Он стоял, опираясь задом на трость, курил и оглядывался. Подошел длинный человек в черном широком пальто почти до пят, в белом кашне, какое надевают при фраке, в шелковом цилиндре. Топнув со всей силой лакированной туфлей (чтобы проклятый тротуар не шатался), он стал около Лисовского. Закурил медленно, твердо, но спичку держал мимо папиросы, покуда не обжег пальцы.
– Прошу прощения, – сказал он с сильным английским акцентом, – какая это улица?
– Бульвар Пуассоньер.
– Благодарю вас… Прошу прощения, а какой это, собственно, город?
– Париж.
– Благодарю, вы очень любезны… Странно… Очень странно…
Так же, как и Лисовский, он оперся задом на трость и глядел остекленевшими глазами вдоль бульвара. Появились сутулый мужчина и полная женщина, – они шли под руку, медленно, и говорили по-русски:
– Не понимаю, Сонюрка, откуда у тебя такая кровожадность…
– Оставь меня в покое…
– Согласен, – в самый момент подавления большевиков, конечно, будут эксцессы, но настанет же день всепрощения…
– Всепрощения!.. Противно тебя и слушать…
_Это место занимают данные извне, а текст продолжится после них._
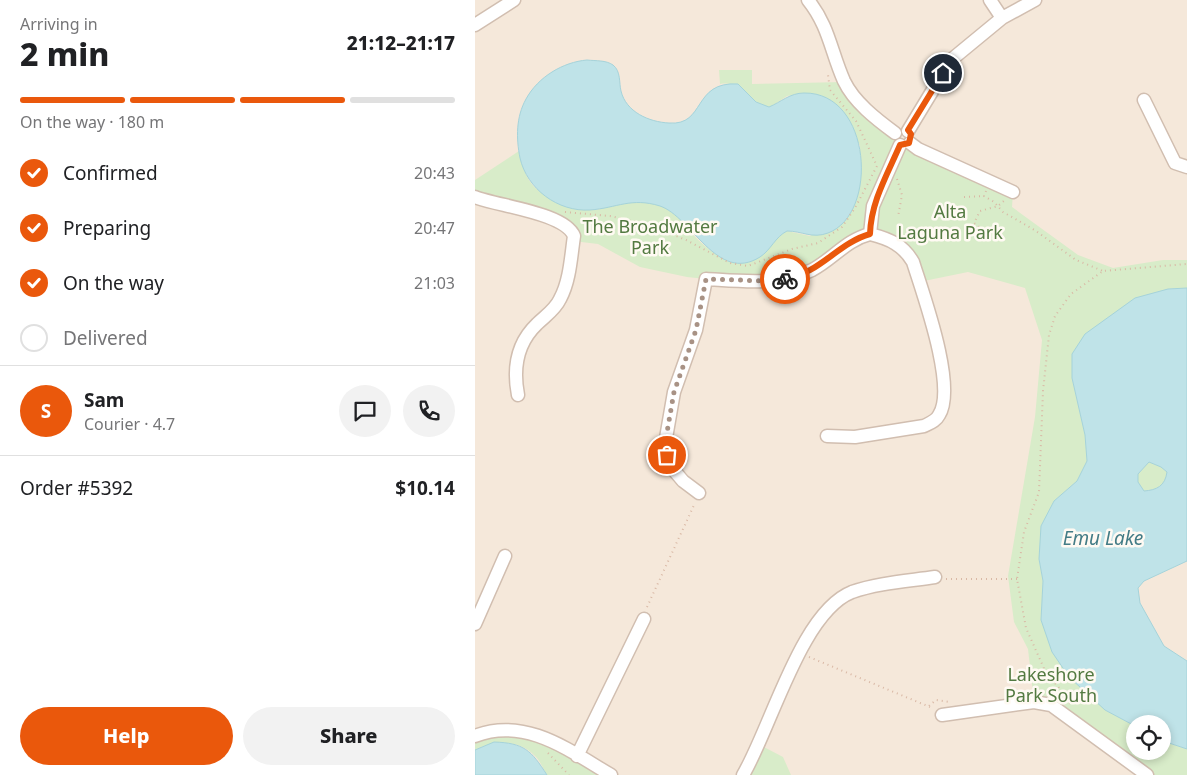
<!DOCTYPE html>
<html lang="en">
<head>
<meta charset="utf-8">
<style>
  body { margin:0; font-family:"Noto Sans",sans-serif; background:#f2f2f2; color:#202124; height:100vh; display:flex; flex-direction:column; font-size:19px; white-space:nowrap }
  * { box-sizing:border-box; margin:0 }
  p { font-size:16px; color:#757577 }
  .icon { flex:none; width:28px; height:28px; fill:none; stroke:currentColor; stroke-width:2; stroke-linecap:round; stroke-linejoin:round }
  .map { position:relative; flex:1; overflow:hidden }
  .sheet { display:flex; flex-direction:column; background:#fff; width:475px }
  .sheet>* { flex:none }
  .fabs { position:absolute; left:651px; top:715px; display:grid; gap:10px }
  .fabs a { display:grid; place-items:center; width:45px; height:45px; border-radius:50%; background:#fff; box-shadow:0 2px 8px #0003; font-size:25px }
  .pin { position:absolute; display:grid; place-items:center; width:42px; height:42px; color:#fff; margin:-21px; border:2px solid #fff; border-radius:50%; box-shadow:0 1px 5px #0007 }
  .courier { position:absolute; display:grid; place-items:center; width:50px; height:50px; margin:-25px; border:4px solid #ea580c; border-radius:50%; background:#fff; color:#222; box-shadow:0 1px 6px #0007 }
  .overview em { font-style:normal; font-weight:800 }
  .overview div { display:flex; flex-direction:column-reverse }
  .overview { display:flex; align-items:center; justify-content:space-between; height:85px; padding:0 20px }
  h1 { font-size:32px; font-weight:800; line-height:38px }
  .bar { display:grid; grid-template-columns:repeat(4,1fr); gap:8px 5px; align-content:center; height:60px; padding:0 20px }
  .bar i { height:6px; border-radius:4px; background:#e0e0e0 }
  .bar .selected { background:#ea580c }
  .bar p { grid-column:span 4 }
  .line { display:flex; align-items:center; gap:12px; padding:0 20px; border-top:1px solid #e0e0e0 }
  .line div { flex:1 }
  .round { display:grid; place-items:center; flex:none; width:52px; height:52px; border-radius:26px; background:#f2f2f2 }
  ol { padding:0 20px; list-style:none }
  li { display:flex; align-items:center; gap:15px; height:55px }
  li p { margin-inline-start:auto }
  li .icon { padding:5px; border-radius:50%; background:#ea580c; color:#fff; stroke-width:4 }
  li:last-child { color:#757577 }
  li i { width:28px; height:28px; border:2px solid #e0e0e0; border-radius:50% }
  .primary-button { display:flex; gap:10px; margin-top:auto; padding:10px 20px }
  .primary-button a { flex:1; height:58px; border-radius:30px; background:#ea580c; color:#fff; font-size:20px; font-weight:800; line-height:58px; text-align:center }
  .primary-button a+a { background:#f2f2f2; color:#202124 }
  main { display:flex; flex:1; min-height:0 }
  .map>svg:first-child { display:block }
  .residential { fill:#f5e8da; fill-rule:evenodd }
  .green { fill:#d8ecc9 }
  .water { fill:#bfe3e8; stroke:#a5d3da; fill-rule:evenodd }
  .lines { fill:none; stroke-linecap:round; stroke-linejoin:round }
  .street-casing { stroke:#d1beb0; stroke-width:15 }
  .path { stroke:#d9b8a5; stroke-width:2; stroke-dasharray:1 4; stroke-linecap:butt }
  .street { stroke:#fff; stroke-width:12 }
  .done { stroke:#a89285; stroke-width:5; stroke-dasharray:0 9 }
  .route { stroke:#ea580c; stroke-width:6 }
  .labels { text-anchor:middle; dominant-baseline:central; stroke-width:5; stroke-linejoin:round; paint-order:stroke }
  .park-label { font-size:18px; fill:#537a41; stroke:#fffaf3 }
  .water-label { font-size:19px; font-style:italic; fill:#437c86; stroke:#fffaf3 }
</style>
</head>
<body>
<main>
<section class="sheet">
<div class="overview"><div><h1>2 min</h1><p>Arriving in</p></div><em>21:12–21:17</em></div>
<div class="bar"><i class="selected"></i><i class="selected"></i><i class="selected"></i><i></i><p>On the way · 180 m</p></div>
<ol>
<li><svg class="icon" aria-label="check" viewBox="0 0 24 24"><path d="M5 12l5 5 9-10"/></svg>Confirmed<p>20:43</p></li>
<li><svg class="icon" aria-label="check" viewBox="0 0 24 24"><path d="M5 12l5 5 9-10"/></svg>Preparing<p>20:47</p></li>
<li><svg class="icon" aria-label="check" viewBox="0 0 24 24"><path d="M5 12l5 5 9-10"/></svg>On the way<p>21:03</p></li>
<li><i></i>Delivered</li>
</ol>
<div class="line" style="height:90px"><b class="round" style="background:#ea580c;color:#fff">S</b><div><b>Sam</b><p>Courier · 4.7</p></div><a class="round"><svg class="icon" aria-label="chat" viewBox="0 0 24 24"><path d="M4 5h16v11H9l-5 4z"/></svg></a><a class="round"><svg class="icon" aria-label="phone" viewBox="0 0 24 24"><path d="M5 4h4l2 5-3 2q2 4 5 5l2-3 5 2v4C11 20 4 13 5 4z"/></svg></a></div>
<div class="line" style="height:65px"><div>Order #5392</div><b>$10.14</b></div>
<div class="primary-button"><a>Help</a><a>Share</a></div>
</section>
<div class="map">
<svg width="712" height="775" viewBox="0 0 712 775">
  <rect width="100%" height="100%" fill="#fdf6ec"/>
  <path class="residential" d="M0,0H712V775H0ZM660,724H688V751H660Z"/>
  <path class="green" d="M244,70H277V84L369,82L419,136L422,144L538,192L537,207L603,255L638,268L688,260H712V288L693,289L597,378L610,435L612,461L602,481L579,501L564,559L568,581L566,620L630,710L660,726V751H688V741L712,749V775H672L595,718L559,702L553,649L539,622L533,576L560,417L567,340L550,288L493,272L444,282L438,262L395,234L314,278L231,279L212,277L165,267L123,244L98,241L97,230L0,197V180L44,151C51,186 61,194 95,204C101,206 110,210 117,210C128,210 139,203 150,202C164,200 186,203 198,211C204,216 208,223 213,229C225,243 243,260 263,262C285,264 295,240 312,231L335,236L382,197L385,177V145L328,93L312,96L294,108C275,104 269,80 245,84Z
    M674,462L686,467L692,472C690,486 682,490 669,491L663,482V474Z
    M49,731L136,775H72C68,769 65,760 59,755C44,739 18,741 0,750V736Z
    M283,744L308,757L316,775H268Z"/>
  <path class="water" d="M112,60C121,61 131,60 138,65C146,71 144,83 146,91C151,112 174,122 194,123C231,126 217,81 263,84L281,102L294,107C306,102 315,93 329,93C397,92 404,214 353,233C337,239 327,231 312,231C300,237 296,250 285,257C242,284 217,217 185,206C156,197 142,208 115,210C83,212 52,189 45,158C41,138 41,117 51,99C63,77 88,62 112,60Z
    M712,288V561L669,581L663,588L665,603L689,646L712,661V749L688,741V724H660V726L630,710L594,677L577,652L566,620L568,581L564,559L566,526L579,501L602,481L612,461L610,435L597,378V354L610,334L660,298L693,289ZM674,462L686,467L692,472C690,486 682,490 669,491L663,482V474Z
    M19,742C49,743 56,750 72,775H0V750Z"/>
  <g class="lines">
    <g class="street-casing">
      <path id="street" d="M333,0C354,26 356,52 369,81C379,102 401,119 420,133
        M515,0L527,18
        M0,25L39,0
        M669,100L700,163L712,167
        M433,131L476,60L527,18L560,0
        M435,143L443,149L538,192
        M0,197C23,206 90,213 99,236C96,256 95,281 85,299C80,310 70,316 62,324C41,344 38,369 43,395
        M352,436L380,437L449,426C455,423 461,421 464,415C482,387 448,294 438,262C428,245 415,239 395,234
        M224,493L208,481L197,468L192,455L191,438L199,392L221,330L231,279C266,281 304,286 337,270C358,259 371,240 395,234L398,206L425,145
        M0,624L30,556
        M467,715L559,702L576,705L672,775
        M0,736C50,716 95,751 136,775
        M102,756L169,619
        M268,775C296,728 326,612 377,592C402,583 433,581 460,577"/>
    </g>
    <path class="path" d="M422,179L427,195L423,217
      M511,191L509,196L519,202L528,212L561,231L601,260L628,271
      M489,197L509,196
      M90,212L135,216L174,225L211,240L255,263L273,266L317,249L343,243L367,227L380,208L402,166L381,121L355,90L353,75
      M512,233L499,223L505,211L523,206L530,200
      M471,579H542
      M172,607L220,503
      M334,657L455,707
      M595,704L594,699L571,673L551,628L542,579L549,532L564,492L568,391L574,335L580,316L596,294L628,271L712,264
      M454,706L461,700L475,702
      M73,753L94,775"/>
    <use href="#street" class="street"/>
  </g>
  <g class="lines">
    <path class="done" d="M192,455L191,438L199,392L221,330L231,279L293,281L310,279"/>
    <path class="route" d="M310,279C344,274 363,243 395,234C396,202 412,175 425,145L434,143L436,134L433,130L468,73"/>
  </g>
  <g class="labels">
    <g class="park-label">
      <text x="475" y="211">Alta<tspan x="475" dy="21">Laguna Park</tspan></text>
      <text x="175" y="226">The Broadwater<tspan x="175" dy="21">Park</tspan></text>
      <text x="576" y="674">Lakeshore<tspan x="576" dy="21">Park South</tspan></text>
    </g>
    <g class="water-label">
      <text x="628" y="538">Emu Lake</text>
    </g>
  </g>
</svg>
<div class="fabs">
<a><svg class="icon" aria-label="locate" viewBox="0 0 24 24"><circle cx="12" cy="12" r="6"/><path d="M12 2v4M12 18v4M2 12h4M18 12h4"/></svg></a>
</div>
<div class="pin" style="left:192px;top:455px;background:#ea580c"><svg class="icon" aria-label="bag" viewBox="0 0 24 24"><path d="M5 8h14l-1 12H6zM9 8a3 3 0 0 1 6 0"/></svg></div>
<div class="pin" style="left:468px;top:73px;background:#1f2937"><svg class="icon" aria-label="home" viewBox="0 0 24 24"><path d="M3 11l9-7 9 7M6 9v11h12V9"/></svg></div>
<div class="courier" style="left:310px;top:279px"><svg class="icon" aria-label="bike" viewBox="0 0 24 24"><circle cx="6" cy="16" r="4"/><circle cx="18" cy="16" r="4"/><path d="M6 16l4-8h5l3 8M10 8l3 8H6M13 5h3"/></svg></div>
</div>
</main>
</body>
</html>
– Сонюрка, смотри, какая тихая ночь… Как эти громады черных домов заслоняют небо… Тишина великого города!.. Гляди же, дыши, – а тебе все мерещатся веревки да ножи…
Они прошли. Неожиданно человек в цилиндре вздрогнул, будто просыпаясь, вдруг тяжело повалился на спину. Не поднимаясь, он как-то странно побежал ногами… Лисовский осторожно выпростал из-под себя трость, перешел на другую сторону улицы. Оглянулся, тот лежал и дергался… «Эге, аорта не выдержала…» К лежащему приближались двое каких-то низкорослых…
«Ох, тоска! – Лисовский побрел дальше… Неостывшие каменные стены, высокие фонари, тени от деревьев на асфальте. – И значишь ты здесь столько же, друг Володя, сколько эти тени… Можешь идти по бульвару, а могло бы тебя совсем здесь не быть, – тень, голубчик, тень человека… Тьфу!.. (Он выплюнул окурок и посмотрел на свое мертвенное отражение в темной зеркальной витрине.) А все-таки ничего у них не выйдет. Черт, Жак хвастун, враль!.. А вот книгу я напишу, что верно, то верно… Циничную, гнусную, невообразимую, – выворочу наизнанку всю человеческую мерзость. Чтоб каждая строчка налилась мозговым сифилисом… Это будет – успех!.. Исповедь современного человека, дневник растленной души, настольная книга для вас, мосье, дам…»
Навстречу шла девушка, руки ее, точно от холода, были засунуты в карманы полумужского пиджачка. Поравнялась, кивнула вбок головой и глазами, – невинное лицо подростка, вздернутый носик, пухлые губы. Лисовский сказал:
– Пойдем, моя курочка, но заплачу, предупреждаю, только любовью.
Она даже отступила, хорошенькое личико ее сморщилось отвращением.
– Кот, – сказала хриповато, – дрянь, дерьмо!..
Подняла полу детские плечики, и – топ-топ-топ – высокими тоненькими каблучками между теней на асфальте ушла разгневанная любовь.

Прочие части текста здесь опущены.